(WHAT NEEDS TO BE DONE): Search the data for the string "note" and copy each line in which it appears.

********************

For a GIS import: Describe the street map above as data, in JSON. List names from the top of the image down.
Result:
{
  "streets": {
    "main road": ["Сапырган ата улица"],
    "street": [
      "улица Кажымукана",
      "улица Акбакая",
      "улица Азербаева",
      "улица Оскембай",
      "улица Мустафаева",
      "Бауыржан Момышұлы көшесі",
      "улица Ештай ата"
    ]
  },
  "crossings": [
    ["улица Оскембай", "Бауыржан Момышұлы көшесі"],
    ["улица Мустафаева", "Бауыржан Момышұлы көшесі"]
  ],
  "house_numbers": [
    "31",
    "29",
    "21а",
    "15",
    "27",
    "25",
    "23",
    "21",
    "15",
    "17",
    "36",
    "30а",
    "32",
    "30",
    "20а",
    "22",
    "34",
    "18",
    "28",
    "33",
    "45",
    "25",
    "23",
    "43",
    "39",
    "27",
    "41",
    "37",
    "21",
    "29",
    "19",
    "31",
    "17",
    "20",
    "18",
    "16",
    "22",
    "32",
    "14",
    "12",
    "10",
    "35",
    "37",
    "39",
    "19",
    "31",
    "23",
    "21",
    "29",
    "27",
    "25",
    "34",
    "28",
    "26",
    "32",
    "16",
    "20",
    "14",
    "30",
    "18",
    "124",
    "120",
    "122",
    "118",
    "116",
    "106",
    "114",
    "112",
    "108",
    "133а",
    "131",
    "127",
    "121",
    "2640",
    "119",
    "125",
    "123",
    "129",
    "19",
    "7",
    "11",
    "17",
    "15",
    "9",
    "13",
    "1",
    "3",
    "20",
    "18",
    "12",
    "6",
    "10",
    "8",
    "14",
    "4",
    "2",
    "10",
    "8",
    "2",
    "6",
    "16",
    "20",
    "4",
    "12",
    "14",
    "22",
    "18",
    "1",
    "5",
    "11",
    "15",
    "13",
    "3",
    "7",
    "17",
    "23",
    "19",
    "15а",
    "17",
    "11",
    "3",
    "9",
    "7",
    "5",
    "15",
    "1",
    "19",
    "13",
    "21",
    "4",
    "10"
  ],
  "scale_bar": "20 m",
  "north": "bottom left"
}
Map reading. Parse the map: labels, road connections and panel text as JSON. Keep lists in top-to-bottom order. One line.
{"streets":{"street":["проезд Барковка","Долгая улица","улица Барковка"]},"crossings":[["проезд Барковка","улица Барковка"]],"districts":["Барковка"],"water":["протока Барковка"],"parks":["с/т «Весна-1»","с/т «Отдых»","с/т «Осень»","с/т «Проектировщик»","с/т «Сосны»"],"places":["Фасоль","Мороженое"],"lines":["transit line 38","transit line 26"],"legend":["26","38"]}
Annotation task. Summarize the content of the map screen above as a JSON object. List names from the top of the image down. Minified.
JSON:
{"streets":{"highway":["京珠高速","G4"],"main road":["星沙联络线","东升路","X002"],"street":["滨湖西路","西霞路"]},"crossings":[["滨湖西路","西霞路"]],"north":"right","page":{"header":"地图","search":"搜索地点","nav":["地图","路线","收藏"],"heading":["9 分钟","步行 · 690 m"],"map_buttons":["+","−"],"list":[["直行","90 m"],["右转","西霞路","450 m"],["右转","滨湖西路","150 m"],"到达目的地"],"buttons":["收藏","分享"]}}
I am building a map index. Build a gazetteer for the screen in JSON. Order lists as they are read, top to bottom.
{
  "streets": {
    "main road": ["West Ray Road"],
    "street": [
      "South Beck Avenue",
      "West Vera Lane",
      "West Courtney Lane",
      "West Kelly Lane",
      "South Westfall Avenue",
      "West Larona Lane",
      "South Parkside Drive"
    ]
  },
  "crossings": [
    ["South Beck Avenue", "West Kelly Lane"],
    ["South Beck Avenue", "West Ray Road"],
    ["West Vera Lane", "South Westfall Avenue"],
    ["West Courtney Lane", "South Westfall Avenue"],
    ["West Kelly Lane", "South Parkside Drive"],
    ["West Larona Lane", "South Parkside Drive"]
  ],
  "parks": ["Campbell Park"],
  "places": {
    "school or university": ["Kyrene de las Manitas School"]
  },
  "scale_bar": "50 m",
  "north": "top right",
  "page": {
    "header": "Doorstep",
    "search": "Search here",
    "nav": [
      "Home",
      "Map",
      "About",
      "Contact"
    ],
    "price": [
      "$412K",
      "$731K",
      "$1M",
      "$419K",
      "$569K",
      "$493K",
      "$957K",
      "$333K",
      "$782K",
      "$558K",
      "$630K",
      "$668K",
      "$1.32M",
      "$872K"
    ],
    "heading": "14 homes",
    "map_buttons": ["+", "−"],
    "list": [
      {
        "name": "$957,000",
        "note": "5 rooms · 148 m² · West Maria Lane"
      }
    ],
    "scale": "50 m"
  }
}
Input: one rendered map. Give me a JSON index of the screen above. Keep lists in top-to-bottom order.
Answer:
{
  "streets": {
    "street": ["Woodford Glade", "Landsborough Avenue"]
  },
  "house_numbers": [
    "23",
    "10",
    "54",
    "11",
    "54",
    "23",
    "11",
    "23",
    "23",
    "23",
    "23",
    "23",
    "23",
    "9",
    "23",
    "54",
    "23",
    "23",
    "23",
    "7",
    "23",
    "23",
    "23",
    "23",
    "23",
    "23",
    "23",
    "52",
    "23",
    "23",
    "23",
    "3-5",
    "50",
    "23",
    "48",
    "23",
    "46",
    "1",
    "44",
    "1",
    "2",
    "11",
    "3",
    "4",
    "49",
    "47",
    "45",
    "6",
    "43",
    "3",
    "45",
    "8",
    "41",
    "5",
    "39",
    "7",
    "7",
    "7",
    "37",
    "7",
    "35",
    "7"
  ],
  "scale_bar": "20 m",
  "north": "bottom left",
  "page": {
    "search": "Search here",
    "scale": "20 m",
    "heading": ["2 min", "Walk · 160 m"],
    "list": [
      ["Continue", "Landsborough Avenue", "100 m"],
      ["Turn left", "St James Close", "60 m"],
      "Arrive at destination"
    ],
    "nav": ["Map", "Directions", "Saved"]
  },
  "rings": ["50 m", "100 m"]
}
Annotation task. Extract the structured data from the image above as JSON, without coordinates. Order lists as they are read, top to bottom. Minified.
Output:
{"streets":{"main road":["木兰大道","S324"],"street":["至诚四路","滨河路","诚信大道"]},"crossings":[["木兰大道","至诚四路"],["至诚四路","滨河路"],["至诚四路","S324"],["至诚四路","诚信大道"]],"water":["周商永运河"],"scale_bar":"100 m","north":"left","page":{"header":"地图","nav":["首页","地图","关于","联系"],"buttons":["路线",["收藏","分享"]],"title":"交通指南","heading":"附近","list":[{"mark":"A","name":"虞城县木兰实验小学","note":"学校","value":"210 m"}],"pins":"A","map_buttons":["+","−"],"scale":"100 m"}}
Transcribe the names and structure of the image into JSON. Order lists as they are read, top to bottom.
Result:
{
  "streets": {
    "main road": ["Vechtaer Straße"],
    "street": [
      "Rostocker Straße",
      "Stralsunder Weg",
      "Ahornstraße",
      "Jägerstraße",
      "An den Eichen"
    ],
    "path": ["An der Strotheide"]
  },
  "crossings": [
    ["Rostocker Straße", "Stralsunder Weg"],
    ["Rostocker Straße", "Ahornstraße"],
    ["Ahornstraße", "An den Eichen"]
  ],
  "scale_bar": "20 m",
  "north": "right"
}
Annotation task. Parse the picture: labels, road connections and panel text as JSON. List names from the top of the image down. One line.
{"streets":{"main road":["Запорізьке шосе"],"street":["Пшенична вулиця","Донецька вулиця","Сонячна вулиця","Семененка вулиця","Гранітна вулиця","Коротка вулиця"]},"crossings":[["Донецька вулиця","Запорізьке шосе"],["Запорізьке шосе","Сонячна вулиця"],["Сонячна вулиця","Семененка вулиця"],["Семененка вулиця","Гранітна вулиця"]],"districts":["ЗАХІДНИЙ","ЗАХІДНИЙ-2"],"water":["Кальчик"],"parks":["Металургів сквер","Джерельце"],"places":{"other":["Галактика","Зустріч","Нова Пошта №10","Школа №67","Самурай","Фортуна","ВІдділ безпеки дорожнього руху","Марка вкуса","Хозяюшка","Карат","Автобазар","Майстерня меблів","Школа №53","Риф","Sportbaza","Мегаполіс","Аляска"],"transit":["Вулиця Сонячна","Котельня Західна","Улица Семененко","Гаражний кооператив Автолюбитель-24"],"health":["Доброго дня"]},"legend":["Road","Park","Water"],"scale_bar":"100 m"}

********************

(ANSWER TO THIS EXERCISE):
        "note": "5 rooms · 148 m² · West Maria Lane"
{"streets":{"main road":["木兰大道","S324"],"street":["至诚四路","滨河路","诚信大道"]},"crossings":[["木兰大道","至诚四路"],["至诚四路","滨河路"],["至诚四路","S324"],["至诚四路","诚信大道"]],"water":["周商永运河"],"scale_bar":"100 m","north":"left","page":{"header":"地图","nav":["首页","地图","关于","联系"],"buttons":["路线",["收藏","分享"]],"title":"交通指南","heading":"附近","list":[{"mark":"A","name":"虞城县木兰实验小学","note":"学校","value":"210 m"}],"pins":"A","map_buttons":["+","−"],"scale":"100 m"}}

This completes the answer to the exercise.